Sitting here with lots of thoughts racing around in my brain
and the song on the radio is the one about what doesn’t kill you makes you
stronger.
Yes, life’s trials and tribulations do usually make you
stronger after you have successfully weathered them. But what about that
where you just can’t seem to get a toe hold?
The past few months have been one struggle after another and
right now, at this very moment, it is hard to see past that and know that I’ll
come out ahead, stronger for the battle.
Some of the struggles are due to health issues. The struggle to breathe in this heat, humidity
and poor air quality is literally making me tired. I have little energy left for anything else
when I can’t get a good breath. I have
finally broken down or rather, stopped being so bull-headed and made a DR’s
appointment for tomorrow. He’ll listen
to my lungs and give out the bad news I am sure. In spite of knowing that and realizing I will
more than likely not like what I hear some relief will be well received.

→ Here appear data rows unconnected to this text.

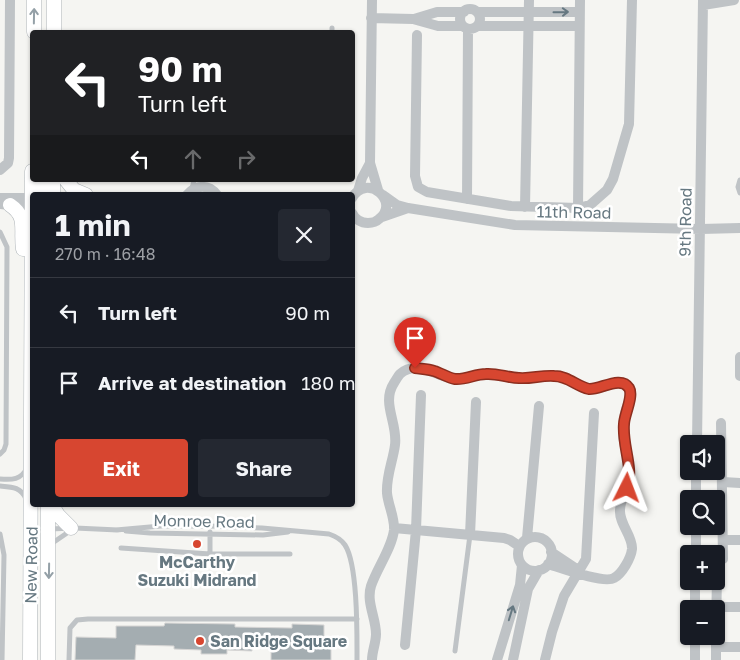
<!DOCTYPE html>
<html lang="en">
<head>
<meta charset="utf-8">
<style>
  :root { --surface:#171b24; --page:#242831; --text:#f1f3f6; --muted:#9ea1a6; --line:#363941; --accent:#d74630 }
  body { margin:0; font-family:"Golos Text",sans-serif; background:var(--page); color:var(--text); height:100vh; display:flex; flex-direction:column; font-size:19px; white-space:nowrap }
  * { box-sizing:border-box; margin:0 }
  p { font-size:16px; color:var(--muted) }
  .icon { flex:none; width:28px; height:28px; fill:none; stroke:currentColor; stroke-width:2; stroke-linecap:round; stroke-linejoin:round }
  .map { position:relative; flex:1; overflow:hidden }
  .side { position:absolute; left:30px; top:192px; width:325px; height:315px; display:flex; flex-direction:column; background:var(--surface); border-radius:5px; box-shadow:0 1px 4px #0004 }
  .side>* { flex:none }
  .banner { position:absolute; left:30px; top:30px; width:325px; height:152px; border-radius:5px; box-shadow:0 1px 4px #0004; background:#202124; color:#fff; overflow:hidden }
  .fabs { position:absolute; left:680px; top:435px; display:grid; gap:10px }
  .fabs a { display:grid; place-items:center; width:45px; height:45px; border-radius:5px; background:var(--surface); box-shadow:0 1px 4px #0004; font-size:25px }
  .pin { position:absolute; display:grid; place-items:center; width:42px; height:42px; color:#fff; margin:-51px -21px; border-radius:50% 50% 50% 0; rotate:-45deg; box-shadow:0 0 5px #0007 }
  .pin .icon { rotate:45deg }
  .me { position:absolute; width:55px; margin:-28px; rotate:3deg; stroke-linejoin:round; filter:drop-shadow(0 0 4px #0008) }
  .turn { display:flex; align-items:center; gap:18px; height:105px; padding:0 25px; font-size:22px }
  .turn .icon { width:65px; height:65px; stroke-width:2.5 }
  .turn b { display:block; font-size:35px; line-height:42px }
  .lanes { display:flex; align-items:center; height:48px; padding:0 25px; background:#0003; justify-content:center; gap:25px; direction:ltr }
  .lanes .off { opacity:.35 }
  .round { display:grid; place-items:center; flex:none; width:52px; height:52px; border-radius:5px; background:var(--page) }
  .overview { display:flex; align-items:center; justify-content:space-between; height:85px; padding:0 25px }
  h1 { font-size:30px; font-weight:700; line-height:38px }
  .cta { display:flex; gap:10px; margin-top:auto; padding:10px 25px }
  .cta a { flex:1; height:58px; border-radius:5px; background:var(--accent); color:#fff; font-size:20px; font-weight:700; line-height:58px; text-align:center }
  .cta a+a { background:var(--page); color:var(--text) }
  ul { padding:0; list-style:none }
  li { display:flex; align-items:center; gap:15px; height:70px; padding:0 25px; border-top:1px solid var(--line) }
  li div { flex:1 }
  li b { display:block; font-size:19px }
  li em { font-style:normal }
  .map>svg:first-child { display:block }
  .building { fill:#a4adb1; stroke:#d7d6d5 }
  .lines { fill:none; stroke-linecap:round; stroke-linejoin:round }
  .secondary-casing { stroke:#afb5b9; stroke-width:15 }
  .lane { stroke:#bfc3c6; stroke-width:5 }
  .street { stroke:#bfc3c6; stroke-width:10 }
  .secondary { stroke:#fff; stroke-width:14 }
  .oneway { stroke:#667881 }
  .oneway2 { stroke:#94a0a7 }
  .route-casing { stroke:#8c2e1f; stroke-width:12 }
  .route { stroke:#d74630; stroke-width:9 }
  .poi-dot { fill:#d74630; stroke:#fff; stroke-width:2 }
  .labels { text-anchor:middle; stroke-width:5; stroke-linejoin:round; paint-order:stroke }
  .street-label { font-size:16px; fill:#667881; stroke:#fff }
  .poi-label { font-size:16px; font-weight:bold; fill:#667881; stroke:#fff }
</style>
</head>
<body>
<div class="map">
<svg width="740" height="660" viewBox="0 0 740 660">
  <rect width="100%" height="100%" fill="#f5f5f2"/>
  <path class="building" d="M165,623L235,624V627L292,628V624L324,625V645H331V660H271V649L252,648V651L227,650V654H201V650L174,649V646L136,645L135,660H75L76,637L116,638V626H164Z"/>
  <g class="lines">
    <g class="secondary-casing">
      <path id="secondary" d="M34,32V0
        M54,32V0
        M66,180L74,190L86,195
        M39,195L43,180
        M53,195V180
        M10,205C28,217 20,230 23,249
        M52,505L58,515L71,528
        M30,660L32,171
        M48,660V505"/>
    </g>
    <path class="lane" d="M332,32V28
      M740,180L738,187L740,193
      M192,189L194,180
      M0,232L7,247L6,444L4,450L0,454
      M0,479C12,480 21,480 27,468
      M0,486C12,487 21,487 26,499
      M49,529L75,528L118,530
      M116,530L161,526H210L262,528L329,534C335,536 341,539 345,545C358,565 357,635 357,660
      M126,531L150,533L263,535L288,532
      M210,532V554H290
      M0,534L4,555L2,660
      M51,544L70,531
      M121,548L210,554
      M455,651L470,535
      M69,660L70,628L77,620L88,619H357"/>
    <path class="street" d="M372,0L370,163L378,190
      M703,5L734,0
      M460 19a10 10 0 1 1 20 0a10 10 0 1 1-20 0Z
      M477,12H579
      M371,18L413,19L438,26H463
      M414,19L437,12H464
      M478,26H579
      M417,35L415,176L418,187L427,192L511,206L578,208L590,205L607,190L613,179L629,124L632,0
      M0,170L8,163L9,158L10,0
      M358,191L362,178L370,163
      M187,195C196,184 209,184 217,195
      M383,195L397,205L408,208L515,225L701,229L740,228
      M1,198H32
      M352,198C367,172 401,202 379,219C376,222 372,223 368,223C361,223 355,219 352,213
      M467,199L468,29
      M0,204L10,205L32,210
      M525,207L529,0
      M578,208L580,0
      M382,217L408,208
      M740,357V376
      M721,423L723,559
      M697,444L703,0
      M723,482L740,483
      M696,499V471
      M394,528L504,538L510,540L519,546
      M470,535L476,402
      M518 554a17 17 0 1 1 34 0a17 17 0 1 1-34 0Z
      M527,538L539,406
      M724,540H740
      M551,552L578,570
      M696,554V526
      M717,607H740
      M695,609V581
      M716,628L717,577
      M405,645L416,530L421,395
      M716,647H740
      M372,660C372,651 376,643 376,634C376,618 366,602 371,586C377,568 392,548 394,530C395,518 388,505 387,493C386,476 393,461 395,445C398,423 381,403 394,383C396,380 398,376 400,374C417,359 438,377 454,379C464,380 474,374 484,374C497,373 508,379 521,378C535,378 549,373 562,377C574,380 581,389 593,389C606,389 617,377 629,388C632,398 627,404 625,413C624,419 623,426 623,432C623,447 631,462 630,477C629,489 620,498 620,510C619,524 633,536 632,549C631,558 622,574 614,578C604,584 561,568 548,564
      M497,660L520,585L522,565
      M513,660L528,589L539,570
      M545,660L552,632L564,596L586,559L594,413
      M695,660V636
      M716,660V636"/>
    <use href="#secondary" class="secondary"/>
  </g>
  <defs><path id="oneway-shaft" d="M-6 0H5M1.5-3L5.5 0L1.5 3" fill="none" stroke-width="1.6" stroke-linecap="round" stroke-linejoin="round" transform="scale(1.25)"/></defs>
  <g class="oneway">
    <use href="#oneway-shaft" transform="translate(561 12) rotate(-1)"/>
    <use href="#oneway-shaft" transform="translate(511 613) rotate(-73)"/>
  </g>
  <g class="oneway2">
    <use href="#oneway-shaft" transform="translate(34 16) rotate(-89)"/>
    <use href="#oneway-shaft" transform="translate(49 571) rotate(91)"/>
  </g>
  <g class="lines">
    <g class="route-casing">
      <path id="route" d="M415,368C422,369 428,369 434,371C441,373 448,378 455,379C466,380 475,374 486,374C497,373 508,378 519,378C531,379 542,375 554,376C568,376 576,386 589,389C600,390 621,375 629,388C634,396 624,415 624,424C622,446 634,468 627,488"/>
    </g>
    <use href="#route" class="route"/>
  </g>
  <g class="poi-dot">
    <circle cx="197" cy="544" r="5"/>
    <circle cx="200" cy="641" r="5"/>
  </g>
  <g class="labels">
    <g class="street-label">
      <text transform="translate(574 212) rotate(1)" y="6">11th Road</text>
      <text transform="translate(685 222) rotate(-89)" y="6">9th Road</text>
      <text transform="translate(204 521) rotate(1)" y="6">Monroe Road</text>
      <text transform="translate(31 565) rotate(-89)" y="6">New Road</text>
    </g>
    <g class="poi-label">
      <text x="197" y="568">McCarthy<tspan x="197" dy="18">Suzuki Midrand</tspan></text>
      <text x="210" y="647" text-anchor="start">San Ridge Square</text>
    </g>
  </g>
</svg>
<div class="fabs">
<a><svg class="icon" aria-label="sound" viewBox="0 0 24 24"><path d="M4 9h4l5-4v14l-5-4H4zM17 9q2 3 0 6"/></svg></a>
<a><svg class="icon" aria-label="search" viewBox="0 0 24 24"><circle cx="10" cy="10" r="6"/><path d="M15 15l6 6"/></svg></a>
<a>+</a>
<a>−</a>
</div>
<div class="pin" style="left:415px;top:368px;background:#d93025"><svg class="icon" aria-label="arrive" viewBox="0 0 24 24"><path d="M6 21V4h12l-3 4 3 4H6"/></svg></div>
<svg class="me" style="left:627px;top:488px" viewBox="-20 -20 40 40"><path d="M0-17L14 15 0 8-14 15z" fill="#d74630" stroke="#fff" stroke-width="4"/></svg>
<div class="banner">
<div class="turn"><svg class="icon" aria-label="left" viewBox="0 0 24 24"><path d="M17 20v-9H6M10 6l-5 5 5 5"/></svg><div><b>90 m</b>Turn left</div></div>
<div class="lanes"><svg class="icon" aria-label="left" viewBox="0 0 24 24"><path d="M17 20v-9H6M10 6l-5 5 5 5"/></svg><svg class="icon off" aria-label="ahead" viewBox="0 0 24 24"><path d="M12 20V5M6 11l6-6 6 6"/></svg><svg class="icon off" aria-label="right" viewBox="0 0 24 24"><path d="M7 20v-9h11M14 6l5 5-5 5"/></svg></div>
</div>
<section class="side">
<div class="overview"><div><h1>1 min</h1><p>270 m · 16:48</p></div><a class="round"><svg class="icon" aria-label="close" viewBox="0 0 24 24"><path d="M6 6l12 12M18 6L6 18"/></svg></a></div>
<ul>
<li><svg class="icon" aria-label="left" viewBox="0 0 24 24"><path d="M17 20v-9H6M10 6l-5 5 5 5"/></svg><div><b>Turn left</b></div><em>90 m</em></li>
<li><svg class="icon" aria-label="arrive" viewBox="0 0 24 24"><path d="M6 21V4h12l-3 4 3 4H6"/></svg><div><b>Arrive at destination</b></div><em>180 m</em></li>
</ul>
<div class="cta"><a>Exit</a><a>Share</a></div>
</section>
</div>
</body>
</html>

Some struggles are due to a weak mind. When you are at something for such a long
time you become tired mentally. That
doesn’t negate that fact that you should still be focused but there it
is. When you become tired and struggle
to focus, good works and efforts fall by the wayside. When those good works and efforts slack off
other things start creeping up like that nasty number on the scale. I know I should refocus, rededicate,
re-whatever, but my steam and momentum quickly peter out. With a weak mind comes weak
determination. They not only go
hand-in-hand they are bound by super glue!
Some struggles are due to you being plain worn out. When dealing with the aforementioned issues
the daily life struggles really hit with a mighty blow. Sometimes, as much as I love them, my kids
drive me NUTS. I know there is no need
to elaborate on that issue because you all know what I’m talking about.
I did successfully complete the three half marathons, etc
that I set out to complete. By
successfully I mean I completed them upright.
One was fabulous, one not so much and the other was a downright
nightmare. I promised myself some rest
by scaling back a little until time to get started on my half of the fall.
So here I am…resting…unfocused…wondering what in the heck is next and what I need to get my eyes and mind fixed on the next goal.
So here I am…resting…unfocused…wondering what in the heck is next and what I need to get my eyes and mind fixed on the next goal.
Of course the first thing is getting my breathing in
hand. Perhaps once that has been
achieved the rest will not be in the proverbial hand basket.